----- EXERCISE MATERIALS -----

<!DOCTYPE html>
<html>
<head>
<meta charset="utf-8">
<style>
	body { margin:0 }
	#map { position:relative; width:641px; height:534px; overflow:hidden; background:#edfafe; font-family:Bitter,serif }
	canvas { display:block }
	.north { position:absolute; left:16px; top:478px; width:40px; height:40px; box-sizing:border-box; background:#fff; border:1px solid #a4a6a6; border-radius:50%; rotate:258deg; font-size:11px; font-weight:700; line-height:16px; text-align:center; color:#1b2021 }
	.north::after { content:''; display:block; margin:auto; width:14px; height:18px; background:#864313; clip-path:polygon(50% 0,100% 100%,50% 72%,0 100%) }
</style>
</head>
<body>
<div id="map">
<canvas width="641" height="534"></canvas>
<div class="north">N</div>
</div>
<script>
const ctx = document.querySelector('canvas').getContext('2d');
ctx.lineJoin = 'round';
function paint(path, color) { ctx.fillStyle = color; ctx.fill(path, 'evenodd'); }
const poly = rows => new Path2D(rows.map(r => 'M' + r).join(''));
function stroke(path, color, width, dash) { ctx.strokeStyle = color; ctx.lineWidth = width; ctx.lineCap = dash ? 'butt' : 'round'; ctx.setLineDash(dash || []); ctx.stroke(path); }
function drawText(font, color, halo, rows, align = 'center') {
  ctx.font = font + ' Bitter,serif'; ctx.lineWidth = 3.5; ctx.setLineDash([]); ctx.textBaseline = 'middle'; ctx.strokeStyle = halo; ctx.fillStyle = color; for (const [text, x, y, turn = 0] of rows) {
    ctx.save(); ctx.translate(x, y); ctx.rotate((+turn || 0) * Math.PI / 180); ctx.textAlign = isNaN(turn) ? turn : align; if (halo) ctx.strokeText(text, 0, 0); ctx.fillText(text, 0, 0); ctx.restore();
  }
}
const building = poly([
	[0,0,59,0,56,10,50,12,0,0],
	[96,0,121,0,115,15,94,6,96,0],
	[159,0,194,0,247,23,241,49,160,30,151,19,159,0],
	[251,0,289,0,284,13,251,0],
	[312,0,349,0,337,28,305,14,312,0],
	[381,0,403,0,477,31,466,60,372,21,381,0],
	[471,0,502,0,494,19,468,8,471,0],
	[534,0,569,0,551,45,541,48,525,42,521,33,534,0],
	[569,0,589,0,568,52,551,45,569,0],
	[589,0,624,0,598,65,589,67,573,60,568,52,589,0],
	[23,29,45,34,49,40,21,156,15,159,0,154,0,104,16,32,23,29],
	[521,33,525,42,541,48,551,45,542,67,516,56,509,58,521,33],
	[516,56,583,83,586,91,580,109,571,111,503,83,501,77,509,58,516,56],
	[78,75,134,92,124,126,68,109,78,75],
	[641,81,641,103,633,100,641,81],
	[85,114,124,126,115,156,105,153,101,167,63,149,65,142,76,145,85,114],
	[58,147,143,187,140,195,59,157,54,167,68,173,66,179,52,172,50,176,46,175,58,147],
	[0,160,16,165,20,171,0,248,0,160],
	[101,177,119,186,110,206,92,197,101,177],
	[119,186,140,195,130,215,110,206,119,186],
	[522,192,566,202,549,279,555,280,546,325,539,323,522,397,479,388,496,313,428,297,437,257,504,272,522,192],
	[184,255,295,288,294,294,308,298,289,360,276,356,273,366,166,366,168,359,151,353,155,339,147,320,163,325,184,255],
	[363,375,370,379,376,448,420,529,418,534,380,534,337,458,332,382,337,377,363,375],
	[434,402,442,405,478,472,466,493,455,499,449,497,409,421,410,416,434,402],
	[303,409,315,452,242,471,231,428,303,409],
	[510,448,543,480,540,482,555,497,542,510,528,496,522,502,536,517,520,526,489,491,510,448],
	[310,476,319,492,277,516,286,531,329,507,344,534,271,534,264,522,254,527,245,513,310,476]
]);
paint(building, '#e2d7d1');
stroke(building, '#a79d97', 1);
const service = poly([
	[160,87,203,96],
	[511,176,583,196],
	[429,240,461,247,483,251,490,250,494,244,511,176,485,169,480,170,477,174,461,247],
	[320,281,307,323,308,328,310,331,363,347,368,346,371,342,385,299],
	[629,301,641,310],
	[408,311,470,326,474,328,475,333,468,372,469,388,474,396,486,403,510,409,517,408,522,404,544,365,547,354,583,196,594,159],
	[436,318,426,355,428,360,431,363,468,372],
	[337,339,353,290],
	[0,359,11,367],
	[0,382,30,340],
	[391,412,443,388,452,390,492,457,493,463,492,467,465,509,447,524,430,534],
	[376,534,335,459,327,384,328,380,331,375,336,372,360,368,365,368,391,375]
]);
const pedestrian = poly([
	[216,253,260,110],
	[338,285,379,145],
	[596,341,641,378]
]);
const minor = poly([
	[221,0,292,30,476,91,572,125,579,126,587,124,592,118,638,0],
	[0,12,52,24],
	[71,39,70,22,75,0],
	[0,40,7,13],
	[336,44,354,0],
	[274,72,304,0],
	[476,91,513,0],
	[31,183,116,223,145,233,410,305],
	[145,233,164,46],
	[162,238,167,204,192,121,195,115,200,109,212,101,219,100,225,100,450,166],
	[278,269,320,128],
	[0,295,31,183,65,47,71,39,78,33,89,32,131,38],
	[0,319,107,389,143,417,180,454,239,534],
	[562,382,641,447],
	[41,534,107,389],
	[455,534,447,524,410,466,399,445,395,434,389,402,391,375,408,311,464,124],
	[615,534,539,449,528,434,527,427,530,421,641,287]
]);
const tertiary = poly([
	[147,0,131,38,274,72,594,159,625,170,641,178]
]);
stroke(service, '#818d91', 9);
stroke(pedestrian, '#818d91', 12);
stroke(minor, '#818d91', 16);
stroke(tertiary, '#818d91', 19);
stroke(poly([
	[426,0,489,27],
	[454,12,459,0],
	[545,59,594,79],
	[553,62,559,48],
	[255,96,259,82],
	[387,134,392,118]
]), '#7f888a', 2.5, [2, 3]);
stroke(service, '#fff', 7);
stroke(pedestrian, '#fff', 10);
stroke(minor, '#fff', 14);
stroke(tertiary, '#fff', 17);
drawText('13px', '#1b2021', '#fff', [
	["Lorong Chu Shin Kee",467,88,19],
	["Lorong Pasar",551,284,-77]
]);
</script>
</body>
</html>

-----

**WORK TO BE COMPLETED:** Go through the records and pull out each line that includes the word "strokeStyle".

**FINISHED EXERCISE:**
function stroke(path, color, width, dash) { ctx.strokeStyle = color; ctx.lineWidth = width; ctx.lineCap = dash ? 'butt' : 'round'; ctx.setLineDash(dash || []); ctx.stroke(path); }
  ctx.font = font + ' Bitter,serif'; ctx.lineWidth = 3.5; ctx.setLineDash([]); ctx.textBaseline = 'middle'; ctx.strokeStyle = halo; ctx.fillStyle = color; for (const [text, x, y, turn = 0] of rows) {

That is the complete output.